**WHAT TO WORK ON**
Check every line of the data for the string "linecap" and copy the ones that have it.

**GIVEN ENTRIES**
BEGIN

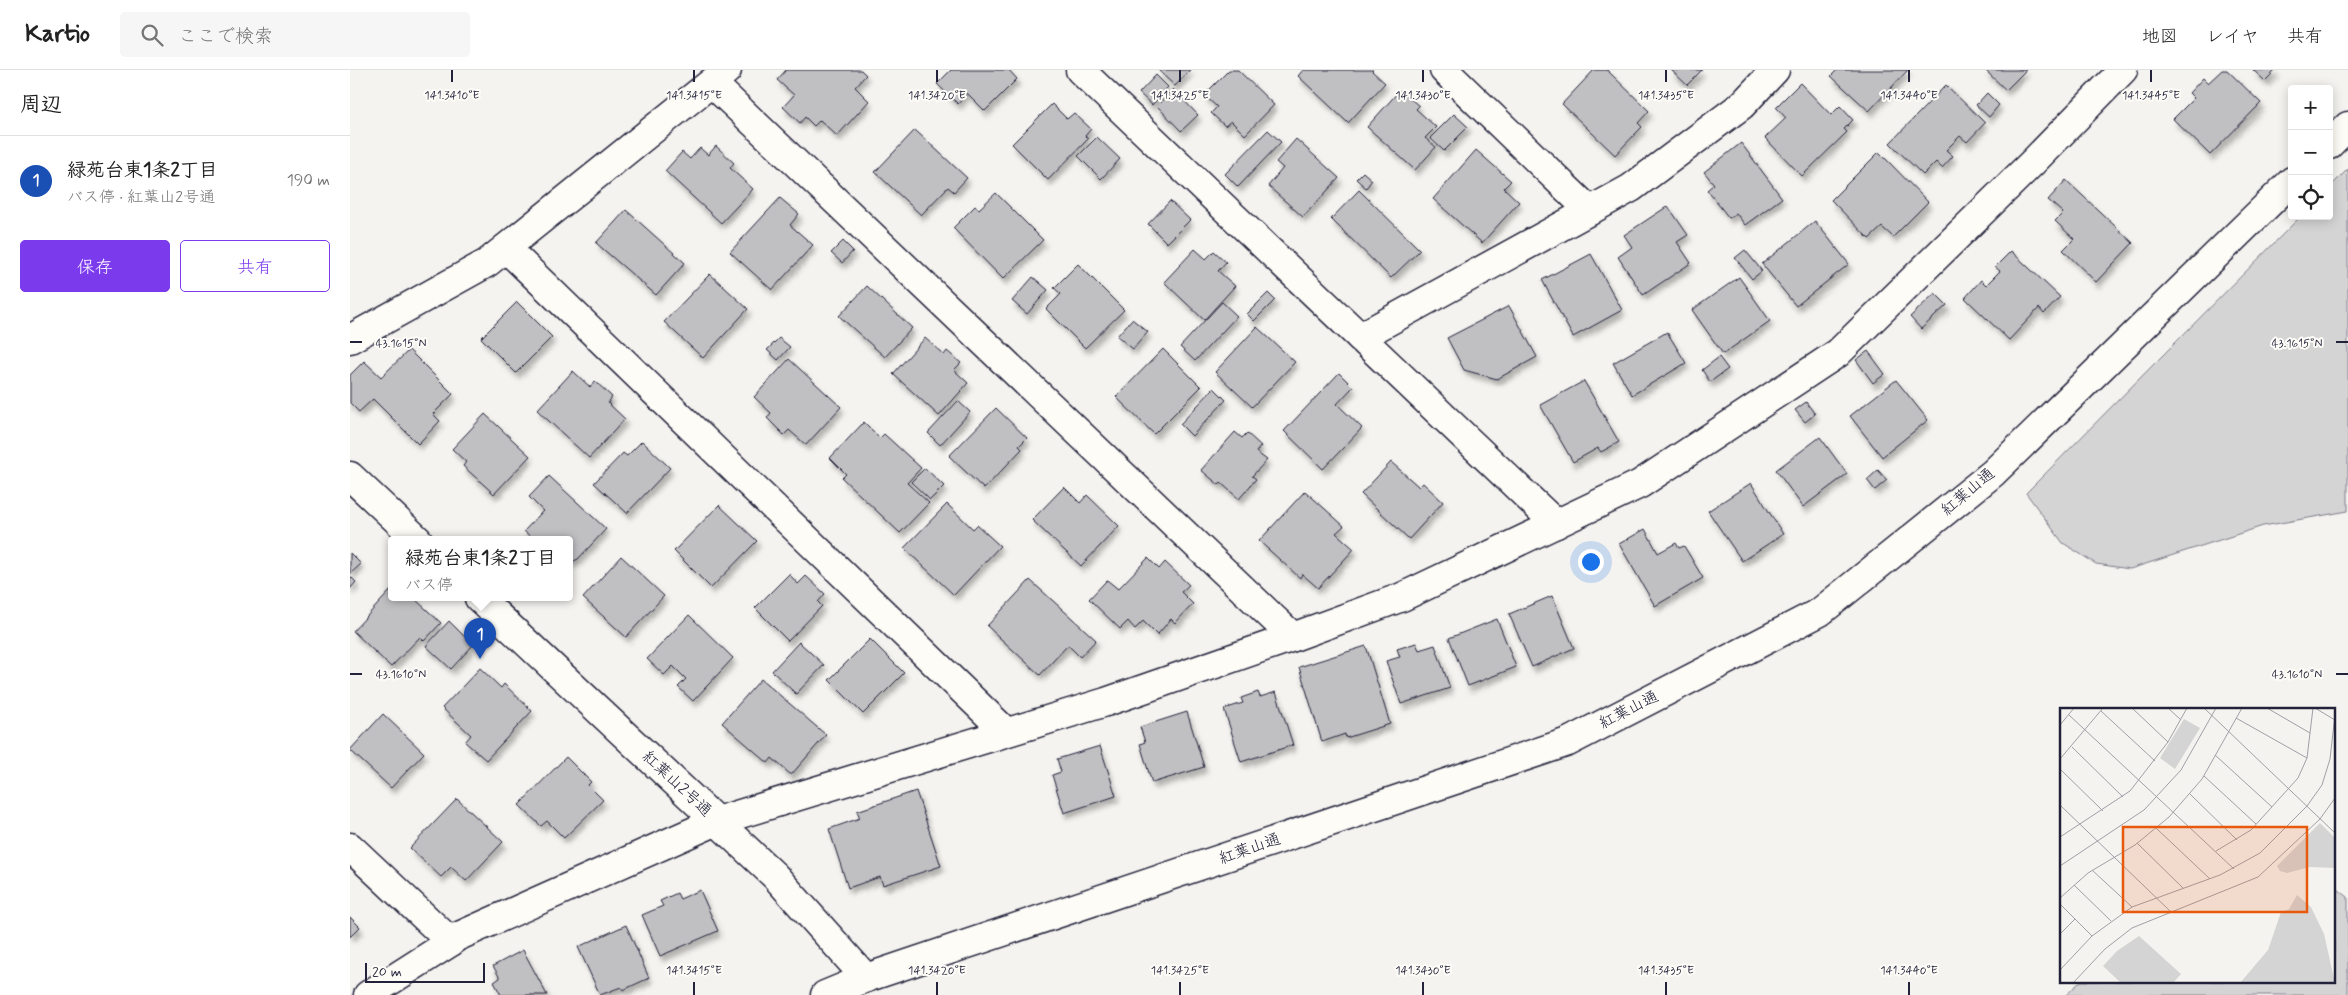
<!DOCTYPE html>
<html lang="ja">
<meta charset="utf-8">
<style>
:root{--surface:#fff;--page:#f6f6f6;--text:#222;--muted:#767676;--line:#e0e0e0;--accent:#7c3aed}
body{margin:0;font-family:Mynerve,"Klee One",sans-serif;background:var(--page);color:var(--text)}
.controls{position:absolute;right:15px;top:15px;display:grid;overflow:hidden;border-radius:5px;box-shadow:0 2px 12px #0003}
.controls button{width:45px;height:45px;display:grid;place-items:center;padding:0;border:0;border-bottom:1px solid var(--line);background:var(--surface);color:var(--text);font:25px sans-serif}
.scale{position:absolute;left:15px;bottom:12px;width:120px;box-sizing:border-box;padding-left:5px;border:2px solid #22223b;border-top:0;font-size:14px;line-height:18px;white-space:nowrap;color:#22223b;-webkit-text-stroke:4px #fdfcf7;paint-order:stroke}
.you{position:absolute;left:1240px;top:491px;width:18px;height:18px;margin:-12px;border:4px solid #fff;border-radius:50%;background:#1a73e8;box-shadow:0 0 0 8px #1a73e833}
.badge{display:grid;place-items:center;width:32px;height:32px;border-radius:50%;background:var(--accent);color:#fff;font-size:16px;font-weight:700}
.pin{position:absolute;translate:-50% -41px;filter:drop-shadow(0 1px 2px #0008)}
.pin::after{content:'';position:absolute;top:26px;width:18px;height:15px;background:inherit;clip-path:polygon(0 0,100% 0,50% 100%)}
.popup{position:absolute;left:38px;top:466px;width:185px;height:65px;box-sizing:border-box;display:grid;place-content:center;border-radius:5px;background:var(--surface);filter:drop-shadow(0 1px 4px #0005);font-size:16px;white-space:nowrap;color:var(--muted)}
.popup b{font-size:19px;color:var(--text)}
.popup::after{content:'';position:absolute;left:50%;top:100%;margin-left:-10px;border:10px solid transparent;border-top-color:var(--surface)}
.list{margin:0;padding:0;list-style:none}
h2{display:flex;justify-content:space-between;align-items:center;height:65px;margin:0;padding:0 20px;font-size:21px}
h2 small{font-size:16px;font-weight:400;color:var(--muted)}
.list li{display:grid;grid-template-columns:32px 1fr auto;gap:15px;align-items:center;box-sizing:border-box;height:90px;padding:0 20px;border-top:1px solid var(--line)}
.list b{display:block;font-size:19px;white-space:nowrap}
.list p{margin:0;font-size:16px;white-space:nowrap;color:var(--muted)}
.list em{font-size:16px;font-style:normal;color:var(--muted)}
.actions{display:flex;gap:10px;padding:15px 20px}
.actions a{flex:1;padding:11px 0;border:1px solid var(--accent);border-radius:5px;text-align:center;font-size:18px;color:var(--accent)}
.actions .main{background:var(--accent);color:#fff}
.icon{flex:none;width:28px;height:28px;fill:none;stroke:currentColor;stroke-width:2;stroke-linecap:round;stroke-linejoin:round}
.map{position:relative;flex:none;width:1998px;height:925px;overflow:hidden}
header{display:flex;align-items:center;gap:30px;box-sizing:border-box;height:70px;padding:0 25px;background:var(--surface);border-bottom:1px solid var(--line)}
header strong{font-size:24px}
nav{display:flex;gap:28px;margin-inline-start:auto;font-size:18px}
.search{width:350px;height:45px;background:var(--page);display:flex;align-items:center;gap:12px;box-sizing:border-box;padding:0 18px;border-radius:5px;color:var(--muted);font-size:19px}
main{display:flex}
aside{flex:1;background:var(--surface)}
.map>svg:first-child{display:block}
.green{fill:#d5d4d5;stroke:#7c7b88}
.building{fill:#c0bfc2;stroke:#22223b;filter:url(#shadow)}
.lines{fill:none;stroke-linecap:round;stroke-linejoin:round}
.street-casing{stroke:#22223b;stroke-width:31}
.secondary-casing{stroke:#22223b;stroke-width:31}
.street{stroke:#fdfcf7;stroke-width:28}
.secondary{stroke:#fdfcf7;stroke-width:28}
.ticks{fill:none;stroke:#22223b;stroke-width:2}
.labels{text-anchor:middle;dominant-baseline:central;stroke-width:4;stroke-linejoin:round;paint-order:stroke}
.street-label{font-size:16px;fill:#22223b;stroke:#fdfcf7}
.inset-road{fill:none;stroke:#a09fa7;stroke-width:1}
.view{fill:#e8590c;fill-opacity:0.15;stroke:#e8590c;stroke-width:2.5}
.inset-edge{fill:none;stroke:#22223b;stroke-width:2.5}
.ticks-label{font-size:12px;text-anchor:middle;fill:#22223b;stroke:#fdfcf7;stroke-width:4;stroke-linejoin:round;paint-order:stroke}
</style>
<header>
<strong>Kartio</strong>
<div class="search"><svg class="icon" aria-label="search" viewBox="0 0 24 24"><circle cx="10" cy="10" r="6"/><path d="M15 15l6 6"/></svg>ここで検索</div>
<nav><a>地図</a><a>レイヤ</a><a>共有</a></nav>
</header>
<main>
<aside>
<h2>周辺<small></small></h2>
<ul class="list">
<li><span class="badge" style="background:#1a4fb4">1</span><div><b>緑苑台東1条2丁目</b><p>バス停 · 紅葉山2号通</p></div><em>190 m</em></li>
</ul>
<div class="actions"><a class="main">保存</a><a>共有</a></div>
</aside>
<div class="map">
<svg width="1998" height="925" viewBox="0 0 1998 925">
<defs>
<filter id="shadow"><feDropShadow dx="3" dy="5.5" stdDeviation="2.5" flood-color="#0004"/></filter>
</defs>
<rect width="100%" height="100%" fill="#f4f3ef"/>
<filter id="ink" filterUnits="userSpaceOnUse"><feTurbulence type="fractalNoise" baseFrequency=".02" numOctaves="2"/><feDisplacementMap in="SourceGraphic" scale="10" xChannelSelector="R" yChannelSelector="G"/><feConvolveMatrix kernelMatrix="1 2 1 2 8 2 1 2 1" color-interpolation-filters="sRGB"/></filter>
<g filter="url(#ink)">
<g class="green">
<path d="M1998,99V441L1913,456L1780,499L1746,494L1713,473L1676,423L1951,146H1979V118Z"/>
<path d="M1984,816L1998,827V925H1716L1731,911H1984Z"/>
</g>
<g class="building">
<path d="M436,0H511L516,5L505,17L519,31L487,66L470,50L464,56L455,47L450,53L433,37L444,25L427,10Z"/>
<path d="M601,0H659L667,9L635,41L617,23L608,34L587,14Z"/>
<path d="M808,0H840L825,16Z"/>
<path d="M879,0H888L924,35L895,65L881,51L875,56L861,43L867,37L854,25Z"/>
<path d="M953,0H1023L1022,1L1035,13L998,53L948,6Z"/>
<path d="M1244,0H1257L1299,41L1288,53L1292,57L1265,85L1212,34Z"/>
<path d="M1321,0H1352L1337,15Z"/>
<path d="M1487,0H1558L1519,41L1481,6Z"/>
<path d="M1635,0H1676L1656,20Z"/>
<path d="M1872,0H1877L1911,33L1860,85L1823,49L1844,28L1839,23L1853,8L1858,13Z"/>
<path d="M1903,0H1926L1915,11Z"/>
<path d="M806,5L818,17L802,35L789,23Z"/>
<path d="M1450,13L1481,45L1490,36L1503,50L1494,59L1497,62L1452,106L1415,68L1436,48L1426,37Z"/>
<path d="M1596,15L1635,53L1617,72L1610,66L1596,80L1603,86L1592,98L1586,92L1573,105L1540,73Z"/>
<path d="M823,19L848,45L831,61L807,36Z"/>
<path d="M1050,20L1069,36L1066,39L1086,57L1075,68L1086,77L1065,100L1017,57Z"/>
<path d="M1637,23L1649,35L1639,47L1626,35Z"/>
<path d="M702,34L717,49L724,43L741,59L735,66L738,69L698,110L662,74Z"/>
<path d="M1104,44L1118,57L1094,81L1080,68Z"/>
<path d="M565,60L617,108L604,122L598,117L571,145L525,102Z"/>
<path d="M918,60L931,72L888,117L875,104Z"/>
<path d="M747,67L770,89L751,109L728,86Z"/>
<path d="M946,69L989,108L953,147L918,116L933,98L926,92Z"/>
<path d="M1391,73L1432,128L1395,155L1386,143L1379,148L1357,120L1364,114L1354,102Z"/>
<path d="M366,76L384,93L380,98L403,119L371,153L315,101L332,82L340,89L350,78L358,85Z"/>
<path d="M1126,80L1161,111L1154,118L1169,132L1132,173L1083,129Z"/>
<path d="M1529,82L1578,132L1543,167L1532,157L1519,169L1481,130Z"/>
<path d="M1013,102L1022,110L1016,118L1006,109Z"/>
<path d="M1716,110L1783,173L1746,212L1713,180L1724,169L1705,151L1713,143L1698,130Z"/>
<path d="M1009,120L1070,180L1041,208L981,149Z"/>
<path d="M646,123L693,170L653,209L603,158L625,136L629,139Z"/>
<path d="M430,128L449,144L440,155L463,175L422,220L380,182Z"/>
<path d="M820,131L840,150L817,173L798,154Z"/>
<path d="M1318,136L1338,165L1327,172L1341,193L1293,225L1268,187L1282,177L1274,165Z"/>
<path d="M276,140L335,193L306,225L246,173Z"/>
<path d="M1465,151L1499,194L1446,236L1412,194Z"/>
<path d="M493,171L503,181L492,193L481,183Z"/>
<path d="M845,179L856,189L864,181L876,192L868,201L885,216L854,250L814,212Z"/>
<path d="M1395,180L1412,201L1402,209L1385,188Z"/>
<path d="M1661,181L1710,227L1694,244L1689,238L1659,270L1615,228L1631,210L1636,215L1650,201L1645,197Z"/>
<path d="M1241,184L1272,240L1223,267L1192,210Z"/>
<path d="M728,194L774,240L735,278L696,239L711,224L704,218Z"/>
<path d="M360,204L398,239L353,288L314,252Z"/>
<path d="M683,207L698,220L677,244L662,231Z"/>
<path d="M1389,207L1420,251L1373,284L1342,240Z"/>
<path d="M517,216L562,258L535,287L489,246Z"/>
<path d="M918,223L925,230L904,251L897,244Z"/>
<path d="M1585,223L1597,235L1571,259L1560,247Z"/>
<path d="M167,232L202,267L166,303L131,268Z"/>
<path d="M872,232L887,246L845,291L830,277Z"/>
<path d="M1159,236L1187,287L1147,309L1114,300L1097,268Z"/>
<path d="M782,249L798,262L783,279L767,266Z"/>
<path d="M907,257L945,292L902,337L865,302Z"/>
<path d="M1317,262L1336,293L1282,325L1263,293Z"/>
<path d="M429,268L440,277L428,290L417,280Z"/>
<path d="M575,268L594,285L597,281L611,293L604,300L618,313L589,346L543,304Z"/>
<path d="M813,279L851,317L804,364L766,327Z"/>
<path d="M59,280L103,324L83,344L90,351L68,374L23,329L9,342L0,333V305L14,291L31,307Z"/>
<path d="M1518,281L1535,304L1523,313L1506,290Z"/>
<path d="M1369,287L1378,299L1360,312L1352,300Z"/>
<path d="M439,289L491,337L456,375L439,360L434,365L417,348L421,343L404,327Z"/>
<path d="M223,301L240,317L245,311L262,327L258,333L275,349L239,388L187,340Z"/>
<path d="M989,303L1003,317L987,334L1012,358L973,399L934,361Z"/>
<path d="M1546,310L1578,350L1532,387L1500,346Z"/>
<path d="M1234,311L1269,372L1251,382L1248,378L1223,392L1190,335Z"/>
<path d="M864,318L876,330L842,366L830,354Z"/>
<path d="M608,331L620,342L590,375L578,363Z"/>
<path d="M1456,332L1465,344L1455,352L1445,340Z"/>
<path d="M646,338L677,368L669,376L672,379L634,419L599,386Z"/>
<path d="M135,344L180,386L144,424L113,396L116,392L102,379Z"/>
<path d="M514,352L530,368L534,364L571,398L557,413L579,433L550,463L492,408L496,404L480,388Z"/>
<path d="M885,362L892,368L897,363L911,376L906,382L917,390L902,406L906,409L889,429L871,413L869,415L851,400Z"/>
<path d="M1470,367L1497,404L1453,437L1426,400Z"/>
<path d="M292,371L320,398L277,443L244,413L273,383L277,386Z"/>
<path d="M1041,392L1069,417L1073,413L1093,432L1059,469L1011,424Z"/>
<path d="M575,398L594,416L580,430L561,412Z"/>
<path d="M1528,400L1537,410L1525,420L1517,410Z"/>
<path d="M199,406L256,459L228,489L222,492L219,491V470H184L174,461L193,441L179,427Z"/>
<path d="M1401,413L1433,464L1392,491L1358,441Z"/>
<path d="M714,417L730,433L737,425L769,456L731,496L682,450Z"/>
<path d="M955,421L994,456L986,463L1004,479L968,518L952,504L950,508L909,471Z"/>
<path d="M597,434L623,459L627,455L650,476L604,525L554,478Z"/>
<path d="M369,435L407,471L361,518L324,481Z"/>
<path d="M1295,459L1308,483L1326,473L1329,478L1334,476L1353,508L1305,536L1269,474Z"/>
<path d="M0,483L11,494L0,504Z"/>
<path d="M271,486L314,526L276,567L233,528Z"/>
<path d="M798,488L809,499L815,492L839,515L831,522L843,534L825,553L821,549L807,565L793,551L785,559L778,551L770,559L739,529L757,510L768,519Z"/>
<path d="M439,504L448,514L456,506L475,524L468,532L472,536L438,571L405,538Z"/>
<path d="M0,506L6,512L0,519Z"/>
<path d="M680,510L746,570L730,587L718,575L690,605L637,556Z"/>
<path d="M41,520V528H64L91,553L74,571L70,567L41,597L3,561Z"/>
<path d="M1202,526L1224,578L1182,597L1159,544Z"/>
<path d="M339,545L383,588L343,631L328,617L336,609L323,596L314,605L297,589Z"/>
<path d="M1147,549L1166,597L1118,616L1099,568Z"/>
<path d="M99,551L123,575L101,599L76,576Z"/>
<path d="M520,569L554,603L513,644L479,610Z"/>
<path d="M449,572L474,595L446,624L422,601Z"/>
<path d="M1066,573L1069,580L1085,575L1100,618L1051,634L1036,591L1050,587L1047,579Z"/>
<path d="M1016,576L1040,654L996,668L995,664L972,672L949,597Z"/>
<path d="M130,598L151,618L154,614L182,641L136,690L115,672L121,665L92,638Z"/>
<path d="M411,609L476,665L441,705L422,688L418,693L372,653Z"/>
<path d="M908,622L910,627L926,622L943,675L891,692L874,639L893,633L891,628Z"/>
<path d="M837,642L854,697L802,713L790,674L795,672L790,657Z"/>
<path d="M33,644L74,683L41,718L0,680Z"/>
<path d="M750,676L766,726L714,743L702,705L711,702L707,689Z"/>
<path d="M216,687L241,712L238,715L253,730L214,768L197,751L191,756L169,735Z"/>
<path d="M566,721L591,796L533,815L530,807L498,818L479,759L510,748L507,741Z"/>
<path d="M107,729L153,772L116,811L101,797L91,807L60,778Z"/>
<path d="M350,820L368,861L310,886L292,845L313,836L310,831L327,823L330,829Z"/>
<path d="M0,847L10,857L0,867Z"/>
<path d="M276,855L299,908L273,920L271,917L250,925L228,877Z"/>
<path d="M173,880L197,925H151L144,912L150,908L143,896Z"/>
</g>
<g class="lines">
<g class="street-casing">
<g id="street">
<path d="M730,0L1206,454"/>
<path d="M1094,0L1240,141"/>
<path d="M362,13L943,567"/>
<path d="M156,178L656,662"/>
<path d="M1010,267L1281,118L1392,35L1425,0"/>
<path d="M0,269L137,193L377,0"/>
<path d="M0,777L101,872"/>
<path d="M18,925L101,872L100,870L367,751L756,632L943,567L1052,527L1290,414L1488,283L1683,92L1773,0"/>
</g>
</g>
<g class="secondary-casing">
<g id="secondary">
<path d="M1979,75L1998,56"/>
<path d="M0,406L68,470"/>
<path d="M129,528L425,806L516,908"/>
<path d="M475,925L516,908L1218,672L1470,542L1643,403L1942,111"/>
</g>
</g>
<use href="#street" class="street"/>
<use href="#secondary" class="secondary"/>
</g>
</g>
<path class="ticks" d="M102,0V12M344,0V12M587,0V12M830,0V12M1073,0V12M1316,0V12M1559,0V12M1801,0V12M0,272H12M1986,272H1998M0,604H12M1986,604H1998M344,912V925M587,912V925M830,912V925M1073,912V925M1316,912V925M1559,912V925"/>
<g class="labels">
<g class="street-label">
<text transform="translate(1618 422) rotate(-40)">紅葉山通</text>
<text transform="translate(1279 640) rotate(-27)">紅葉山通</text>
<text transform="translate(327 714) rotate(43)">紅葉山2号通</text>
<text transform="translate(900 779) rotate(-19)">紅葉山通</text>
</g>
</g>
<g transform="translate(1710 638)">
<rect width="275" height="275" fill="#f4f3ef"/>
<path d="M124,11L140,20L115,61L100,50ZM260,115L275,130V160L250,159L227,165L220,163L217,158ZM237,187L251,199L264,226L275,275H180L208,242L221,204L229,201ZM79,228L121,266L113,275H61L43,258L57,243Z" fill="#d5d4d5"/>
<path class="inset-road" d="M72,0L108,34M108,0L121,12M144,0L275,125M207,0L250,25M255,0L275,12M41,3L95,53M9,7L174,161M176,10L247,50M0,17L14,0M12,39L63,89M155,47L212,99M0,51L43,0M0,61L43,103M144,68L196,116M130,86L177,132M0,97L110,203M96,120L150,171M0,129L70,83L108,34L127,0M77,135L123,180M156,143L191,122L238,70L247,50L253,0M0,158L84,102L121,62L156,0M32,162L72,199M14,177L51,213M0,190L28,165L75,137L109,109L142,71L182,0M0,196L32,228M0,226L15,211M0,262L32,228L72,199L160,167L200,145L247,98L262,77L270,51L275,7M13,275L45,241L72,220L198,169L260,111L275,90"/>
<path class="view" d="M63,119H247V204H63Z"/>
<rect width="275" height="275" class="inset-edge"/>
</g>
<g class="ticks-label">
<text x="102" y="29">141.3410°E</text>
<text x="344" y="29">141.3415°E</text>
<text x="587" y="29">141.3420°E</text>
<text x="830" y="29">141.3425°E</text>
<text x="1073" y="29">141.3430°E</text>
<text x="1316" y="29">141.3435°E</text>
<text x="1559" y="29">141.3440°E</text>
<text x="1801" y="29">141.3445°E</text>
<text x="51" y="277">43.1615°N</text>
<text x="1947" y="277">43.1615°N</text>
<text x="51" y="608">43.1610°N</text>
<text x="1947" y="608">43.1610°N</text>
<text x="344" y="904">141.3415°E</text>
<text x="587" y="904">141.3420°E</text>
<text x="830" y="904">141.3425°E</text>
<text x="1073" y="904">141.3430°E</text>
<text x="1316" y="904">141.3435°E</text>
<text x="1559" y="904">141.3440°E</text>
</g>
</svg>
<div class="controls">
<button>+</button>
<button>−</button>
<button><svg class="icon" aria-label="locate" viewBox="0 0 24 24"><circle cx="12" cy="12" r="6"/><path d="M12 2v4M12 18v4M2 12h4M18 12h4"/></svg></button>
</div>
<div class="scale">20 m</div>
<div class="you"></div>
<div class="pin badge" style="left:130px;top:589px;background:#1a4fb4">1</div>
<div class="popup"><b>緑苑台東1条2丁目</b>バス停</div>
</div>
</main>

END

**FINISHED EXERCISE**
.icon{flex:none;width:28px;height:28px;fill:none;stroke:currentColor;stroke-width:2;stroke-linecap:round;stroke-linejoin:round}
.lines{fill:none;stroke-linecap:round;stroke-linejoin:round}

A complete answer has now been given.